> [Data for review]:

========================================

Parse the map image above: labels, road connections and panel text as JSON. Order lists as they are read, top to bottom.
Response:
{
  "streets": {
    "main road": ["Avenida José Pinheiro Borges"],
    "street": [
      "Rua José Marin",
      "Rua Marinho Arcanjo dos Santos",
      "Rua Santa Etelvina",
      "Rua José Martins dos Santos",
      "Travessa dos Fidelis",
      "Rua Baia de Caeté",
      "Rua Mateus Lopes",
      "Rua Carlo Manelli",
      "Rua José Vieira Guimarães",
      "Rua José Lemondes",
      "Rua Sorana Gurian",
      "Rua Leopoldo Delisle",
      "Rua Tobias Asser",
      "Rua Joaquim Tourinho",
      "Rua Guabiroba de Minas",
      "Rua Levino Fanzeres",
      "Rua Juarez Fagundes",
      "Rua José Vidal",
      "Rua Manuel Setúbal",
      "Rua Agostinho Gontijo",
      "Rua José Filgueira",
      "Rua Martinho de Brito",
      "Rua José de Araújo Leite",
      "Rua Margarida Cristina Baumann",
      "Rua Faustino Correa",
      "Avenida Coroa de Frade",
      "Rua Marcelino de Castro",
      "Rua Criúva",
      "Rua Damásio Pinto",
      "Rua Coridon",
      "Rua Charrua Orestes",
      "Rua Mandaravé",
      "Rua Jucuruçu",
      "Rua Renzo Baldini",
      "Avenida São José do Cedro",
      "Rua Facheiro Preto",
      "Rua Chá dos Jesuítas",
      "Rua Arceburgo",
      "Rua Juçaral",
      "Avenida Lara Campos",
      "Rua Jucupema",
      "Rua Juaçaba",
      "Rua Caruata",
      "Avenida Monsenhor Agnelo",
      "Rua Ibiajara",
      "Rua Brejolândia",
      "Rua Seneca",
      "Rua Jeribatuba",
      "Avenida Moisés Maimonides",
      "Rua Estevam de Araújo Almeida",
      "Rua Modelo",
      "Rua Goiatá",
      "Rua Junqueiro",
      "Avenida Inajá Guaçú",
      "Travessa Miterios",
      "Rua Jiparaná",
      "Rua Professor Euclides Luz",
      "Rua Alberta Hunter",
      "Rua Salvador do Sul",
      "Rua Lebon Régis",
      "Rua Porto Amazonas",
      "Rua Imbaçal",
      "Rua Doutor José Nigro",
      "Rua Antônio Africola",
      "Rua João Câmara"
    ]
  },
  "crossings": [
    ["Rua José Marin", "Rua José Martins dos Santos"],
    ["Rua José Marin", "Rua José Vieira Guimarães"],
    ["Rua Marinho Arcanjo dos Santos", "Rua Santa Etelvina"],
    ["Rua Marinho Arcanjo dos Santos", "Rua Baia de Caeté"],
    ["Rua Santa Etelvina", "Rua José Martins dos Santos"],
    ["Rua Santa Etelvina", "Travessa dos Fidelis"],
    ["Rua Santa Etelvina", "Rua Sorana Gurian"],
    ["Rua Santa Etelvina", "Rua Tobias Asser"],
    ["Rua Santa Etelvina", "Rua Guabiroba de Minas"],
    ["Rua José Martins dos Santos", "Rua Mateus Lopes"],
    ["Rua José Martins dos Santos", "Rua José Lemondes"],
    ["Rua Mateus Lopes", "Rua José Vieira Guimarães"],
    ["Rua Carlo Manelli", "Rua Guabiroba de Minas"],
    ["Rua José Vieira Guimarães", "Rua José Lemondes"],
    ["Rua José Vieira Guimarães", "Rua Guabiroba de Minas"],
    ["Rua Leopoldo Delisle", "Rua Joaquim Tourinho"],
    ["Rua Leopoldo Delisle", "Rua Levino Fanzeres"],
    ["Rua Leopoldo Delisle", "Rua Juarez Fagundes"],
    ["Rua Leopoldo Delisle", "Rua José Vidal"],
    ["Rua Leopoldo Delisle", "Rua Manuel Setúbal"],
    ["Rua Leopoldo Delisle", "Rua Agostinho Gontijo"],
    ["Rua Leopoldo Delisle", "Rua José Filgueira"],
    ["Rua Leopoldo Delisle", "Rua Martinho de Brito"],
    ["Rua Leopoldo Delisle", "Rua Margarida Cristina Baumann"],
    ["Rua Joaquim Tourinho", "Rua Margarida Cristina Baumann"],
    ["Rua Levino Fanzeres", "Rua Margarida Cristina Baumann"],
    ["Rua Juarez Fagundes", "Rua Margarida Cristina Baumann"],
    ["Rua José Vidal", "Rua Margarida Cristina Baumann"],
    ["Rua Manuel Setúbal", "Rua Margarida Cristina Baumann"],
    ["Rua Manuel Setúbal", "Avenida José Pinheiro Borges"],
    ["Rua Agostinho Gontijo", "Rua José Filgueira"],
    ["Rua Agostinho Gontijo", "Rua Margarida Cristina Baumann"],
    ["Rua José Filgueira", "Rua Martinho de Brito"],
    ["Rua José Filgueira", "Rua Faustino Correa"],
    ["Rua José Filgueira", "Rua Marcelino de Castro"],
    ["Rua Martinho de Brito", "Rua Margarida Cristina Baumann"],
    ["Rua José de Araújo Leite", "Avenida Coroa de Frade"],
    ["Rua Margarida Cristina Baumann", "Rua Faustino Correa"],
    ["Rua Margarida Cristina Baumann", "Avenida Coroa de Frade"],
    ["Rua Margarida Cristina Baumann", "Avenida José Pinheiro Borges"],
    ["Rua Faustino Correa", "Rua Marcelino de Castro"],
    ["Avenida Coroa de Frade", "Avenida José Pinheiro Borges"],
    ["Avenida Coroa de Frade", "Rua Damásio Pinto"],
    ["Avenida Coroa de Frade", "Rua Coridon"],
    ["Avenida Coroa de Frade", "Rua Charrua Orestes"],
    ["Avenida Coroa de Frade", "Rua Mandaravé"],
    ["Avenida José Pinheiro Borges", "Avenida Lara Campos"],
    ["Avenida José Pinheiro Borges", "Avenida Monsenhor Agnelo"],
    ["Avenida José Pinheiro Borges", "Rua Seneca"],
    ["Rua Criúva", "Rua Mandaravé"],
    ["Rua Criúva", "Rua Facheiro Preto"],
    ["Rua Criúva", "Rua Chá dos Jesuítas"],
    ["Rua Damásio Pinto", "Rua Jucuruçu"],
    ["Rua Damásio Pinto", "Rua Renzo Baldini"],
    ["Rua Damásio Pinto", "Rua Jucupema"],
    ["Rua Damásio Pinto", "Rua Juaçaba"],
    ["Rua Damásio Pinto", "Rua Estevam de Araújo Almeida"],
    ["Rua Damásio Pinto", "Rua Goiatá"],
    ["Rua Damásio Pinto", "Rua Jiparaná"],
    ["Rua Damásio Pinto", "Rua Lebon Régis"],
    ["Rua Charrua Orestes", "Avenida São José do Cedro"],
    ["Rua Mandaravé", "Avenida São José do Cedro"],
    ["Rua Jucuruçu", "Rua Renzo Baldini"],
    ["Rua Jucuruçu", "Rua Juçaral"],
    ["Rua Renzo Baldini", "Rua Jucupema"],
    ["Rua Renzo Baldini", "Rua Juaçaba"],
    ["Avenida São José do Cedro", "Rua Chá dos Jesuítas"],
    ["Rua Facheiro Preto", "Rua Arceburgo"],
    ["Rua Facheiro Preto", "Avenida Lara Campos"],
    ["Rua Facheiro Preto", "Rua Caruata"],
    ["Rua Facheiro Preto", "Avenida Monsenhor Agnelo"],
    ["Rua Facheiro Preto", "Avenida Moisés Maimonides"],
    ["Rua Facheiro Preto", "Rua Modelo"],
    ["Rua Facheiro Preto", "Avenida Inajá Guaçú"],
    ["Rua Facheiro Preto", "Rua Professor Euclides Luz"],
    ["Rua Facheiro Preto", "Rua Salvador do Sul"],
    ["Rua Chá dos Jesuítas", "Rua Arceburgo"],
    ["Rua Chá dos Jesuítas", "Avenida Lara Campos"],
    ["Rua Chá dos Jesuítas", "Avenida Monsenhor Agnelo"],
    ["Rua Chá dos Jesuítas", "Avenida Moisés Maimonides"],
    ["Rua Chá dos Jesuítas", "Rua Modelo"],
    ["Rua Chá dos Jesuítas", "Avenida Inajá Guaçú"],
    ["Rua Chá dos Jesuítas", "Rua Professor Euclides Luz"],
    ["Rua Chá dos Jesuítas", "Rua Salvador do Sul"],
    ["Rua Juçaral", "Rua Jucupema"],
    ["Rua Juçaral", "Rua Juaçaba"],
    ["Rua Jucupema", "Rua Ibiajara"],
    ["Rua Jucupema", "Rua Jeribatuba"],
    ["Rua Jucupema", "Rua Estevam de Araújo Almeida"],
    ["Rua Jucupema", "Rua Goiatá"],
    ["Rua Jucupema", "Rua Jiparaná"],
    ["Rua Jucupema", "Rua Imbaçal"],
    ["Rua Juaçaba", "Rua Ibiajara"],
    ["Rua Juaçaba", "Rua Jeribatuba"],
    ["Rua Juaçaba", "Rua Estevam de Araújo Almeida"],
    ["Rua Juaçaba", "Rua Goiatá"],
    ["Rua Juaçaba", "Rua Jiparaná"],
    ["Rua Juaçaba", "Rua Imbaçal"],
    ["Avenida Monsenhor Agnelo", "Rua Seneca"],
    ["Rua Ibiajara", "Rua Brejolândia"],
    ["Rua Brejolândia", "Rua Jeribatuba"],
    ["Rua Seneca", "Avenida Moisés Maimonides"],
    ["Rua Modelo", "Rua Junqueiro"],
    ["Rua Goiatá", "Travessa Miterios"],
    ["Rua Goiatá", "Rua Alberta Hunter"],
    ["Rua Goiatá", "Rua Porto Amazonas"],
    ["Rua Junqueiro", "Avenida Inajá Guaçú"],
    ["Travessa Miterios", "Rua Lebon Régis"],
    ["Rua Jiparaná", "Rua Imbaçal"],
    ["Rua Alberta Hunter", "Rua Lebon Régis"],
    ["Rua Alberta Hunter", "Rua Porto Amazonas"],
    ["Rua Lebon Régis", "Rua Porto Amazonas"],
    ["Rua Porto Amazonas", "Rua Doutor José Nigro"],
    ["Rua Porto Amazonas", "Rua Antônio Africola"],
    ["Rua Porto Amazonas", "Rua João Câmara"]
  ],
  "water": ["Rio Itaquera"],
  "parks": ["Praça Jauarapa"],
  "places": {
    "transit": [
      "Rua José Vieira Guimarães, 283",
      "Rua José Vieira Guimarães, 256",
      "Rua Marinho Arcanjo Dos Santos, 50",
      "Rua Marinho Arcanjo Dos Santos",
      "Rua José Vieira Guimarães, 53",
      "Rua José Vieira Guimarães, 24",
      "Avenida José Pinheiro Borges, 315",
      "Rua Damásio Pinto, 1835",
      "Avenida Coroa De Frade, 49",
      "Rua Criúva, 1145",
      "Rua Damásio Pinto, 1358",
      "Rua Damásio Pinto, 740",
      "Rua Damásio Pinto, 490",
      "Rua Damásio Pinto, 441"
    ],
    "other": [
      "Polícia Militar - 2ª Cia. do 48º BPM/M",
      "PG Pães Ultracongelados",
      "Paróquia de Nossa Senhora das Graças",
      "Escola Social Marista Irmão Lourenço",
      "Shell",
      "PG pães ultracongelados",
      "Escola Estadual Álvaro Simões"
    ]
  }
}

========================================

> [Task directions]:
Throughout the data above, report every line that contains the string "Baia".

> [Exercise result]:
      "Rua Baia de Caeté",
    ["Rua Marinho Arcanjo dos Santos", "Rua Baia de Caeté"],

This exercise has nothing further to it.